The seasons are changing. I’m not ready to say goodbye to summer, but I can’t help but enjoy the fall feel of the mornings. I step out outside, taken by the sharp, crisp cool air of fall rolling in. I take a deep breath. The new air smells just as crisp. Clean.
Then I step back inside. My nose automatically takes the defensive again. A position that it has taken and become quite accustomed to since I first brought Riley home. Before then, it was relaxed. Laid back. Quick to point out an offensive smell but reassured that it was a quick fix. There are no quick fixes anymore.
The addition of my first baby made four total beings I was caring for. My trusted rottweiler, Savannah, and my two individualistic cats, Douglas and Zebulon, had ruled the house long before. They were not without their smells. Goodness no. They came with a complete set of those, but my bandwidth to counteract those was far greater before the baby. With the addition of Madison and the total sitting firmly at five waste-producing creatures, my reach is spotty at best. These days if I ask my nose to stop and smell the roses it will quickly retort, “Why? What’s hidden in there?”

My days are filled with a strategic planning to avoid smells.

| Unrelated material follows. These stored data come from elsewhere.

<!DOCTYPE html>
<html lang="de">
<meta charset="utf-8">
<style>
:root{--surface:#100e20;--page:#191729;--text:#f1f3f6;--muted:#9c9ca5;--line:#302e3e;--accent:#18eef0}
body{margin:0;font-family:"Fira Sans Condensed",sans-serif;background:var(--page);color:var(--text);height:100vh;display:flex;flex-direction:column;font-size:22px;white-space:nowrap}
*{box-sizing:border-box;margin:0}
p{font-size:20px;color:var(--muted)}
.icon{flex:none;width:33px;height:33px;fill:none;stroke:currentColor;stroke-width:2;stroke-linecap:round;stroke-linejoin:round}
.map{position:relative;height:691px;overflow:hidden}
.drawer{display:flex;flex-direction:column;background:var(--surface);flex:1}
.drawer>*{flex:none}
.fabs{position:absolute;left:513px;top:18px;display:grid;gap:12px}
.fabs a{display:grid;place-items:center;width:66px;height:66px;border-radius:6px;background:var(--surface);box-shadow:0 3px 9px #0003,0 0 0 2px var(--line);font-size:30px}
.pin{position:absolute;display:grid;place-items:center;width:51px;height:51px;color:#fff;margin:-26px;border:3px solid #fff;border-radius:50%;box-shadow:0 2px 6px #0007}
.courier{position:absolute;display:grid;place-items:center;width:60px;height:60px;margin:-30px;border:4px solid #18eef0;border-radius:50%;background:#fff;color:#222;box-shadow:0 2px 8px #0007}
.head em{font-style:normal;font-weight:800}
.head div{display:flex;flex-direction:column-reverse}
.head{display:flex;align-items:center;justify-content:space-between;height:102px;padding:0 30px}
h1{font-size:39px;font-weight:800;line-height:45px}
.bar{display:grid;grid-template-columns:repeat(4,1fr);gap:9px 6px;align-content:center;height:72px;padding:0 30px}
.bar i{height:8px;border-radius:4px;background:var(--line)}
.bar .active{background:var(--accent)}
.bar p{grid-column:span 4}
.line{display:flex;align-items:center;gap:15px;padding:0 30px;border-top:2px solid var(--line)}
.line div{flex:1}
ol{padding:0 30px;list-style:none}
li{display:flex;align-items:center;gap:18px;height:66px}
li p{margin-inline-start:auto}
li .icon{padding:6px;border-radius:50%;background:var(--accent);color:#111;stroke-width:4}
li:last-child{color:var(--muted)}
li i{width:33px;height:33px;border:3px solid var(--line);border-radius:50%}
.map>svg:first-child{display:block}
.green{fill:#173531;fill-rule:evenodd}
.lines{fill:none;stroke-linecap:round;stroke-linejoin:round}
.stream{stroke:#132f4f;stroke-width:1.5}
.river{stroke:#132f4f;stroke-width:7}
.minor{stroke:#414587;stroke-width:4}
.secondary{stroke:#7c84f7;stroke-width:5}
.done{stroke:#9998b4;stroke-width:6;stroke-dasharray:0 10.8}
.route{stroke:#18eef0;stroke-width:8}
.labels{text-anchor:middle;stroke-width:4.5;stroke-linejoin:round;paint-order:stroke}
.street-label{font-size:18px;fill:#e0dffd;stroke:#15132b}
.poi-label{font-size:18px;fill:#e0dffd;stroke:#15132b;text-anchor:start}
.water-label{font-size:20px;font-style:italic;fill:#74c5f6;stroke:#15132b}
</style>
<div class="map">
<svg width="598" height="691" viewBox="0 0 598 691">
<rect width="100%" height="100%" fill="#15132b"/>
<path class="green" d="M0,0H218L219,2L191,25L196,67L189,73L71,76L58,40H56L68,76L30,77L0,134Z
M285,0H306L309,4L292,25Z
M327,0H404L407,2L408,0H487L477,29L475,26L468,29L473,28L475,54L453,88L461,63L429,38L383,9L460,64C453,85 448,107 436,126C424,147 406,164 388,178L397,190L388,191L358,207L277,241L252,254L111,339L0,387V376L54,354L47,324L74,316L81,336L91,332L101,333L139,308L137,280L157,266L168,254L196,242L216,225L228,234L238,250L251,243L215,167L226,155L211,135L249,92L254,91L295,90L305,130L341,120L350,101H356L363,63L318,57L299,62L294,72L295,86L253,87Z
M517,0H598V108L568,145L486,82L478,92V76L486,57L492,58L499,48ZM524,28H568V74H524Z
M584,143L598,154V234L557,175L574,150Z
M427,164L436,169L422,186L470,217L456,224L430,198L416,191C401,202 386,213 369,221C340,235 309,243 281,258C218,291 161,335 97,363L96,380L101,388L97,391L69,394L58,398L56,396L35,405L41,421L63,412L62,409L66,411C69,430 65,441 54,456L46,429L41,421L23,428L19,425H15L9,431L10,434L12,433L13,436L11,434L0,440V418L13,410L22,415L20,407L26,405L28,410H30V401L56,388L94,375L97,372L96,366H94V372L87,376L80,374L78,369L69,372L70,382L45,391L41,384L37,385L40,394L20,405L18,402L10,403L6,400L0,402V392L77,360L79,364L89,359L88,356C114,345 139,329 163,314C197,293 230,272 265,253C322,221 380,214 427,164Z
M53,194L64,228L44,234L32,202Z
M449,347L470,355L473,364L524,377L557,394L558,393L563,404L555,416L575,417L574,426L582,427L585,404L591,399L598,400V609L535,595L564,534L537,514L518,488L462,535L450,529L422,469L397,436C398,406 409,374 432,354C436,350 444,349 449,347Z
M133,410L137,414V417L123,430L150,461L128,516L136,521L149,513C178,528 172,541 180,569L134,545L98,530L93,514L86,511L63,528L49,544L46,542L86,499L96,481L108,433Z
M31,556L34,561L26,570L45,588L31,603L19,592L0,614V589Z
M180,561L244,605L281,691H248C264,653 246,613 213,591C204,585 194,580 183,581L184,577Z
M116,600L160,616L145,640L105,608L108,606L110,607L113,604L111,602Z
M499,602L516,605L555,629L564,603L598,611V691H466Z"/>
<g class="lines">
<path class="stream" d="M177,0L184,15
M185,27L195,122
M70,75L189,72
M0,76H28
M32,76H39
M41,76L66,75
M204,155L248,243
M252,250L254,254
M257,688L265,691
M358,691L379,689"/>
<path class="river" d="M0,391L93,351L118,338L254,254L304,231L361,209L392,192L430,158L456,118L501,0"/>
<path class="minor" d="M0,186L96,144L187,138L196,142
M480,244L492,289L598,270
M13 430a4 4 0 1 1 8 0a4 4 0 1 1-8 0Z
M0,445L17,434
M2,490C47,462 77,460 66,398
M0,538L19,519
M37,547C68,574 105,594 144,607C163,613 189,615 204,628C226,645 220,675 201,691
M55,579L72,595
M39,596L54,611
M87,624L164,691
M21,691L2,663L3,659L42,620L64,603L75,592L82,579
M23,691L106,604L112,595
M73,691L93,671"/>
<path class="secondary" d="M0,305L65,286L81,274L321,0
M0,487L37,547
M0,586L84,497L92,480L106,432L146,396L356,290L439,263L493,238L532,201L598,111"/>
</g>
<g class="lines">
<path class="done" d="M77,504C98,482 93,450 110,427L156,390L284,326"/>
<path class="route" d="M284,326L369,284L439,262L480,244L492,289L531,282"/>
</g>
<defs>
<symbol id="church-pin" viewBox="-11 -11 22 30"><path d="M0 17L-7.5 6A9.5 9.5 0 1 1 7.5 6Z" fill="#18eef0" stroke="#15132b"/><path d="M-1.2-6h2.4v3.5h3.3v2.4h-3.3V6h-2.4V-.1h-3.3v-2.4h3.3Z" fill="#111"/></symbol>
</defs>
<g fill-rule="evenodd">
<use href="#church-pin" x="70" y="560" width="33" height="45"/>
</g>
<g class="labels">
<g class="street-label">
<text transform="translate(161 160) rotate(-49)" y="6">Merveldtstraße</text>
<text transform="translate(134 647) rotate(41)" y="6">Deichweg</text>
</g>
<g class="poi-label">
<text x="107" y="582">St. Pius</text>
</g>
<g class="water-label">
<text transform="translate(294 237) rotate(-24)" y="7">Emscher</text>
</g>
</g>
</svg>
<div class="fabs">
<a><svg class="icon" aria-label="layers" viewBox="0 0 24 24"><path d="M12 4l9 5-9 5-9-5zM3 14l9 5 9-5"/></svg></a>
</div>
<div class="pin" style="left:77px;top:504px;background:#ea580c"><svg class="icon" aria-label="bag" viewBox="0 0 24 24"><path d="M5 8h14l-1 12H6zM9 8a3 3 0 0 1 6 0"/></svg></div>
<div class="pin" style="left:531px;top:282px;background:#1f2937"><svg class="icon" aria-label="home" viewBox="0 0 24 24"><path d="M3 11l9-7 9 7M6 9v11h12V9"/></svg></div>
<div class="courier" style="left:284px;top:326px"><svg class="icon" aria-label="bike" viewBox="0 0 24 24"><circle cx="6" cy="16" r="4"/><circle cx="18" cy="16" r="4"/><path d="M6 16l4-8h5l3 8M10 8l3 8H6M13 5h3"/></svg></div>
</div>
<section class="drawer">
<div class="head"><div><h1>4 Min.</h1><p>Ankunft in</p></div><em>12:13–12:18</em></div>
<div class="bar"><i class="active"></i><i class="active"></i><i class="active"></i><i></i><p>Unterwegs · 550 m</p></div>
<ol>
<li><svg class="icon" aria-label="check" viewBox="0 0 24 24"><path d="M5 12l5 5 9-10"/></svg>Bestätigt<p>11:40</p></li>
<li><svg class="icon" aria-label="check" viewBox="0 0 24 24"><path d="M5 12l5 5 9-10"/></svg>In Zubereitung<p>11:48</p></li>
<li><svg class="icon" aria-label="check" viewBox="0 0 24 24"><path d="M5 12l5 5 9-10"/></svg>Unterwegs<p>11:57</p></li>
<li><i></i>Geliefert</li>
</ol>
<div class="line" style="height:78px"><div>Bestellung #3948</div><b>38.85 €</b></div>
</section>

On a good day, I’ve dropped the baby off just in time to avoid her morning movement, Riley had bathed the night before and is wearing fresh undies, the dog has done her duty outside and retreats quietly to the basement for the day, and the cats go outside, leaving their baking-soda-filled liter boxes undisturbed. The bad days? I fear those are a too graphic and I too modest to share their shameful details here. Sometimes I wish I could live in such ignorant bliss as well.
Carpet CleanerOn these mornings (of which I had only one this last week!), I think of a statement that was once shared with me. The statement, “I cannot imagine someone so lazy that they can’t eat their breakfast at home.” On the bad mornings, breakfast in hand, I imagine what my co-workers had done this morning and wonder what they would think if I honestly answered their simple question, “How are you today?”
“Well, this morning I woke up at 5:30. I carefully moved two sleeping children one soft movement at a time so that I could remove the sheets from my bed. Riley had an accident. Why do they even make waterproof covers for mattresses? They don’t work anyway. Seems like a scam. Anyway, after some futile scrubbing and several different types of cleaners later I got the big guns out and hoisted the carpet cleaner on the bed. That woke the girls up much too early. But it worked! I was pretty proud but it was a tired kid scream-fest all the way to daycare. All and all, I’d say a successful morning!“

Or,

Laundry“I had a really great morning until I swung my feet out of bed and they landed directly in cat vomit. Evolution really should have fixed cats’ digestive issues by now. Luckily, I take a shower first thing. Usually it is all good when I get out of the shower, but this morning my dog discovered a skunk outside. I’ll probably spend the day pursuing Pinterest for a fix between meetings. And, I’ll probably spend those meetings thinking about how I’m going to execute that fix with two kids in tow. Did I mention we lost Riley’s right shoe this morning? Can you believe we found it in the pantry? Those girls are pretty good at finding things. We had a rousing game of ‘what’s rotting in here?’ in the car on the way to school. Kids.”

Or,

“I’m late. Poop. Don’t ask.”

Yes, a mother’s morning experiences are best left unshared. Unfortunately, my nose does not get to opt out. It too has come up with it’s own coping mechanism. No longer able to muster the full alert and sense of urgancy it used to feel when encountering these smells, it now hardly acknowledges the odor. It tells my brain, apathetically, “that’s a bad smell” and retreats again. For me, I’ve learned to embrace the saying “Life is like a box of chocolates.” When you wake in the morning, you never know what you’re going to get.